Clayton Lester, OMS II, with Kramer, a turkey vulture.

As a volunteer, Lester helps lead educational programs, guides tours, and flies birds as part of the center’s Football, Fans and Feathers program before all home football games. “Starting in mid-July, we’re in the stadium more than the football team,” he says.

Prepping the birds for the raptor show and flight demonstration can be challenging, Lester says. Occasionally, a bird will fly away from the crowd, requiring Lester to use a telemetry unit to triangulate its coordinates.

Volunteers at the raptor center are also learning to use GPS units to track a bird’s speed, elevation and flight path.

Lessons learned

On a typical day at the center, Lester practices flying the birds from his glove to a perch. “It’s very easy to overstep a bird’s boundaries. I have to be in tune with the animal and the environment,” he says. “Maintaining a clear mind is so important because things can go wrong.”

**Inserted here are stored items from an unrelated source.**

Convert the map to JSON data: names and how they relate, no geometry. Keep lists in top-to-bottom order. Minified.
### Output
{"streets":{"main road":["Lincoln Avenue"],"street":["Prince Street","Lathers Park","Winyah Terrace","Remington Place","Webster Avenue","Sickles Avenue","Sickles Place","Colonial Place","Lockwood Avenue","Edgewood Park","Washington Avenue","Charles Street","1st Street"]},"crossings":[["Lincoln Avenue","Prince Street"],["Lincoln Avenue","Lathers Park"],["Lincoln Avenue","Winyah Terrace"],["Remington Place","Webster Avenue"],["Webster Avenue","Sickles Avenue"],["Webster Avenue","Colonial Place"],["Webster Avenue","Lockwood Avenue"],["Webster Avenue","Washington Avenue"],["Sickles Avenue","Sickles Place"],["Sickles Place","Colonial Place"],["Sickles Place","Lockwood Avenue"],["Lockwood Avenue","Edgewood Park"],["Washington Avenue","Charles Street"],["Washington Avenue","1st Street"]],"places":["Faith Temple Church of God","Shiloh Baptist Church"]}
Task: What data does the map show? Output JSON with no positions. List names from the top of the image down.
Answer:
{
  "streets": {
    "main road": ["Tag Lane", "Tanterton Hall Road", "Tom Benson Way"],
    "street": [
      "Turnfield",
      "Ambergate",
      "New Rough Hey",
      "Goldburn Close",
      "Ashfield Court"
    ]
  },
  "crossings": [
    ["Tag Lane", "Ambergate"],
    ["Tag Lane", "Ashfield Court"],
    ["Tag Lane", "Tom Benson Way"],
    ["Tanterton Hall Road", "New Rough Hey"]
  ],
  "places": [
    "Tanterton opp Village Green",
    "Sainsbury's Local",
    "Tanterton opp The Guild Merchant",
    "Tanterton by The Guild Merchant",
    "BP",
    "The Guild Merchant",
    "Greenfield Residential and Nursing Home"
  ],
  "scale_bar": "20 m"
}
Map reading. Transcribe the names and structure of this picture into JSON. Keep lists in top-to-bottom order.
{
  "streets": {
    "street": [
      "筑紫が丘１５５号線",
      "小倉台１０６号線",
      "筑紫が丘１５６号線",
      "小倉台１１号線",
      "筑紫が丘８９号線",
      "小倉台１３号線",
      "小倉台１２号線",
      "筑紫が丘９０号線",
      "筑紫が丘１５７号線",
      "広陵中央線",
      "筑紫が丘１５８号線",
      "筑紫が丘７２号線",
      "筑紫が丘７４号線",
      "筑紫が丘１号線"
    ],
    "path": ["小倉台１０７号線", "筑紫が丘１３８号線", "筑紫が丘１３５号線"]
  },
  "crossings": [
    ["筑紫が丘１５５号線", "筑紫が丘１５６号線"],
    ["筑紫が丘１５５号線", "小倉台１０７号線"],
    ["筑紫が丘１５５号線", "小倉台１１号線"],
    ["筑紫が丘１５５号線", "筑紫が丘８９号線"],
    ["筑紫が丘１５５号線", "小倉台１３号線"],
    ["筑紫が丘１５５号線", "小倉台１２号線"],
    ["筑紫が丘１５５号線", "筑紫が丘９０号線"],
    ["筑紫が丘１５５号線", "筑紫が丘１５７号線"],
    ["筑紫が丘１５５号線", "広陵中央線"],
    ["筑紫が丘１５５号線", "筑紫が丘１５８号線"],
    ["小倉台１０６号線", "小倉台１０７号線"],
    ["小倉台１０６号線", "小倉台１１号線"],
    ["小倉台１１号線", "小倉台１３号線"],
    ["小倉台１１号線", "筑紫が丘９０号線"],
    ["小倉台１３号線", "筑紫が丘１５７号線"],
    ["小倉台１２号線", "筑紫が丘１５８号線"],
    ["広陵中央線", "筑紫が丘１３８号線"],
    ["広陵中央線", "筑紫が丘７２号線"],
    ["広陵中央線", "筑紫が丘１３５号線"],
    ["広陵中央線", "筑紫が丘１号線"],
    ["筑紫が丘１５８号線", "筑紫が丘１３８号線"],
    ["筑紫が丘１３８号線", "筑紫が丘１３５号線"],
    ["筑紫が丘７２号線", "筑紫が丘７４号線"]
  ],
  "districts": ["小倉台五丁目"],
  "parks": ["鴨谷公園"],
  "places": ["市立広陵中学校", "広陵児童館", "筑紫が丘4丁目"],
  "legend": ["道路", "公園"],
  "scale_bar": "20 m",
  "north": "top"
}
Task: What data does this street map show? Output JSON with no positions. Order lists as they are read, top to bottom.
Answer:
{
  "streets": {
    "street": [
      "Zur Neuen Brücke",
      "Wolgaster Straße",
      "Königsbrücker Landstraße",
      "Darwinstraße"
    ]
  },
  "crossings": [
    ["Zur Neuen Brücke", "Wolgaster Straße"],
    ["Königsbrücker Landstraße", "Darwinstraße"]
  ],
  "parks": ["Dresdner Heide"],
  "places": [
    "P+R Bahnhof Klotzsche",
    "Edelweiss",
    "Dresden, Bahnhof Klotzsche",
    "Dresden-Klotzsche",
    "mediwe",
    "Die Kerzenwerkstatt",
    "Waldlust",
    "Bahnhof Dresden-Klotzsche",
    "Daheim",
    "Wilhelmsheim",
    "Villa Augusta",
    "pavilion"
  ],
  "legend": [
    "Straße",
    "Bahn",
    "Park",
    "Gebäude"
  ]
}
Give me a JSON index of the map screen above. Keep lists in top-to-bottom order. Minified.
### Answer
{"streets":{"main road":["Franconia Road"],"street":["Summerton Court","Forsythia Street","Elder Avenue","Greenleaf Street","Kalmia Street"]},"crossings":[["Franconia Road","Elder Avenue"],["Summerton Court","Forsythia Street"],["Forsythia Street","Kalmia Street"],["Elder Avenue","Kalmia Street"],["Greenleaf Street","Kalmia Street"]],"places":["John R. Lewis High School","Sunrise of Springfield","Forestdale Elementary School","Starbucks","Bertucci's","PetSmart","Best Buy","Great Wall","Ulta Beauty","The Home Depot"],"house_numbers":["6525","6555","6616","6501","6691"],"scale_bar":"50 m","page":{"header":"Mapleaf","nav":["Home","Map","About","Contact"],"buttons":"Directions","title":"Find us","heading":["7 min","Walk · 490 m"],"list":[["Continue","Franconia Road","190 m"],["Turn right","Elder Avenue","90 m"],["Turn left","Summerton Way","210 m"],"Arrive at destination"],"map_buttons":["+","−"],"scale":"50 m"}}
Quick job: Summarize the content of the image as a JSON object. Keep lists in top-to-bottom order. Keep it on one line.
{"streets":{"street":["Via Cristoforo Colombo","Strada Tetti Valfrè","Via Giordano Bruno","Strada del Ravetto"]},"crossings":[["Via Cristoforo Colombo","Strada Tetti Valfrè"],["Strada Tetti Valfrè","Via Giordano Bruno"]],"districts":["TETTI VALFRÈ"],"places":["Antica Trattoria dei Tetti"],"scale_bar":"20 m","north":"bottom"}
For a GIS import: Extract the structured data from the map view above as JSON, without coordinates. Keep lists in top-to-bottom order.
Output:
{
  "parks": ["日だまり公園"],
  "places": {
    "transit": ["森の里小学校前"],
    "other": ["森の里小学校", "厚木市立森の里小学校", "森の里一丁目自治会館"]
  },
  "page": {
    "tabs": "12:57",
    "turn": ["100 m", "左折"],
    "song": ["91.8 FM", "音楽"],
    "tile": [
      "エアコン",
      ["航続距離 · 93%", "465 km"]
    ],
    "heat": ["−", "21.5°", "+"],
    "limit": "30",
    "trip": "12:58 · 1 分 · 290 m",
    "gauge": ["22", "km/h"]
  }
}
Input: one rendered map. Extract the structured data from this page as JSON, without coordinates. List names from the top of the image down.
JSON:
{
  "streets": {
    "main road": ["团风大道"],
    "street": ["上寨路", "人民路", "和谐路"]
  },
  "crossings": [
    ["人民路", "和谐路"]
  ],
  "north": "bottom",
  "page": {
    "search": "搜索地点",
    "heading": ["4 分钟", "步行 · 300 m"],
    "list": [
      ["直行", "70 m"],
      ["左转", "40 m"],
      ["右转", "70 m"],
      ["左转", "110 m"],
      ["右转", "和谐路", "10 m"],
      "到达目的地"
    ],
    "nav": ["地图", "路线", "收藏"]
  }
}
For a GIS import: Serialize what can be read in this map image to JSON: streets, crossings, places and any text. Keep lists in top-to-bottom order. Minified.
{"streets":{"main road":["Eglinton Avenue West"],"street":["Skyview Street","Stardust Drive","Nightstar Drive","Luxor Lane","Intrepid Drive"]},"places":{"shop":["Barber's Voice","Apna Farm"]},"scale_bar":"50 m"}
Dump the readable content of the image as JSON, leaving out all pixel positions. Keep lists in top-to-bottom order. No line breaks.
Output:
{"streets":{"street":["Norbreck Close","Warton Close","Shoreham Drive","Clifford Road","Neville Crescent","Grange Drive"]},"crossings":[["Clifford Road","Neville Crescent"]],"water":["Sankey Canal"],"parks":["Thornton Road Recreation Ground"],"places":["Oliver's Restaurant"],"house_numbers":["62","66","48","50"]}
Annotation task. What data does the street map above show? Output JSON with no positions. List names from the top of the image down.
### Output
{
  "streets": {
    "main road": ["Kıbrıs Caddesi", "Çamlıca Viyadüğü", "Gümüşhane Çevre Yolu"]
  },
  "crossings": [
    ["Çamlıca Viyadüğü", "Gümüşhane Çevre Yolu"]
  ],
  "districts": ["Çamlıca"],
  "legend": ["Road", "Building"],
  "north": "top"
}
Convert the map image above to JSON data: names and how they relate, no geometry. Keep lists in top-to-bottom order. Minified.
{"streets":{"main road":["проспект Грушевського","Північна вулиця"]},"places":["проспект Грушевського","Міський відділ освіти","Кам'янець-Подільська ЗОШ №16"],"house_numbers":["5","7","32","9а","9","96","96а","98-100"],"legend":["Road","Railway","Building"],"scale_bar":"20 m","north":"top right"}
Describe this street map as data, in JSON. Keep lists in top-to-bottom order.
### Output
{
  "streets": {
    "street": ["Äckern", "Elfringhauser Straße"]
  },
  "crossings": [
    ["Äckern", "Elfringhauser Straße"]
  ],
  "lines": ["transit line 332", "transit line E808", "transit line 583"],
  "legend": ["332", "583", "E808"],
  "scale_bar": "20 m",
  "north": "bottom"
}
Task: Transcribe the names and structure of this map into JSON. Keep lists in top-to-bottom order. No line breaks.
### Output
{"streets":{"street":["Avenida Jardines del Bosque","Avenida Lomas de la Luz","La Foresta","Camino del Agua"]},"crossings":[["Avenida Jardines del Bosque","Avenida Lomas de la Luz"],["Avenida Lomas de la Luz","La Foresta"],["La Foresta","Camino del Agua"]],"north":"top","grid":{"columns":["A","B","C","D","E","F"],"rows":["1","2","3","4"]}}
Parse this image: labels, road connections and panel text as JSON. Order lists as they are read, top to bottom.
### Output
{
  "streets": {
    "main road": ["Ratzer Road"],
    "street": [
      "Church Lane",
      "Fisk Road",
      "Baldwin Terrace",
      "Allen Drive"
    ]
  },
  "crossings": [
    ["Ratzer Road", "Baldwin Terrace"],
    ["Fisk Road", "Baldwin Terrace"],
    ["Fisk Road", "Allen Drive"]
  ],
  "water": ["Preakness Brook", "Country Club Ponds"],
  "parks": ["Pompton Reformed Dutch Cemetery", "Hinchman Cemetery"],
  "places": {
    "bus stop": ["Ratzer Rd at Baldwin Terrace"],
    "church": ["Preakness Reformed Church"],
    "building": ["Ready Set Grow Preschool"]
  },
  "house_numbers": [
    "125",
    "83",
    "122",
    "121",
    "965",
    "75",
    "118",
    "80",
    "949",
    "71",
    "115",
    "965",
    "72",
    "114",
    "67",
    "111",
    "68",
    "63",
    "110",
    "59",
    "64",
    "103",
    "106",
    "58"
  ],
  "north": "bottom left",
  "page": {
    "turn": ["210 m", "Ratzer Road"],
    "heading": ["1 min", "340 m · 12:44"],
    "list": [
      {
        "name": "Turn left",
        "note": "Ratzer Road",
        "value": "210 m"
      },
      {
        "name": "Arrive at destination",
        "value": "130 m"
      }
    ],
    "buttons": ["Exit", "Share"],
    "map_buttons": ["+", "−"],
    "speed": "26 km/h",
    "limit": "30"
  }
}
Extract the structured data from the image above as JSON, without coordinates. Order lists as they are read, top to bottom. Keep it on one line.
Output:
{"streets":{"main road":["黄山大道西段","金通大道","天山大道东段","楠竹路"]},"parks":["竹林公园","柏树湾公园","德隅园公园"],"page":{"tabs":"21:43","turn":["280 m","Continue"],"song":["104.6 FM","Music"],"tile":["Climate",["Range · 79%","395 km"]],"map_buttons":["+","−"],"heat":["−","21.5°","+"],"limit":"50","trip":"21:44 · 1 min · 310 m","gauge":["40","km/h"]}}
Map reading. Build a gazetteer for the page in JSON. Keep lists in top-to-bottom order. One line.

Lester says training birds of prey has taught him to think on his feet—a skill that will serve him well as an osteopathic physician. “One of the most important lessons I’ve learned is to expect the unexpected. You never know what a talon or beak might do,” he says.

One comment

  1. Valerie Heemstra

    I was happy to read this article. I am a D.O. in family practice (now just treatment of opiate dependence) who has been a lifelong bird-lover. Now that I am semi-retired, just working 2 days a week (I’m almost 74 years old), I finally have time for birds, too. I’ve combined birding with photography, and this has become my second passion — after my patients. I think time in the natural world, observing wild animals of any kind, makes a person happier and adds balance to a physician’s life.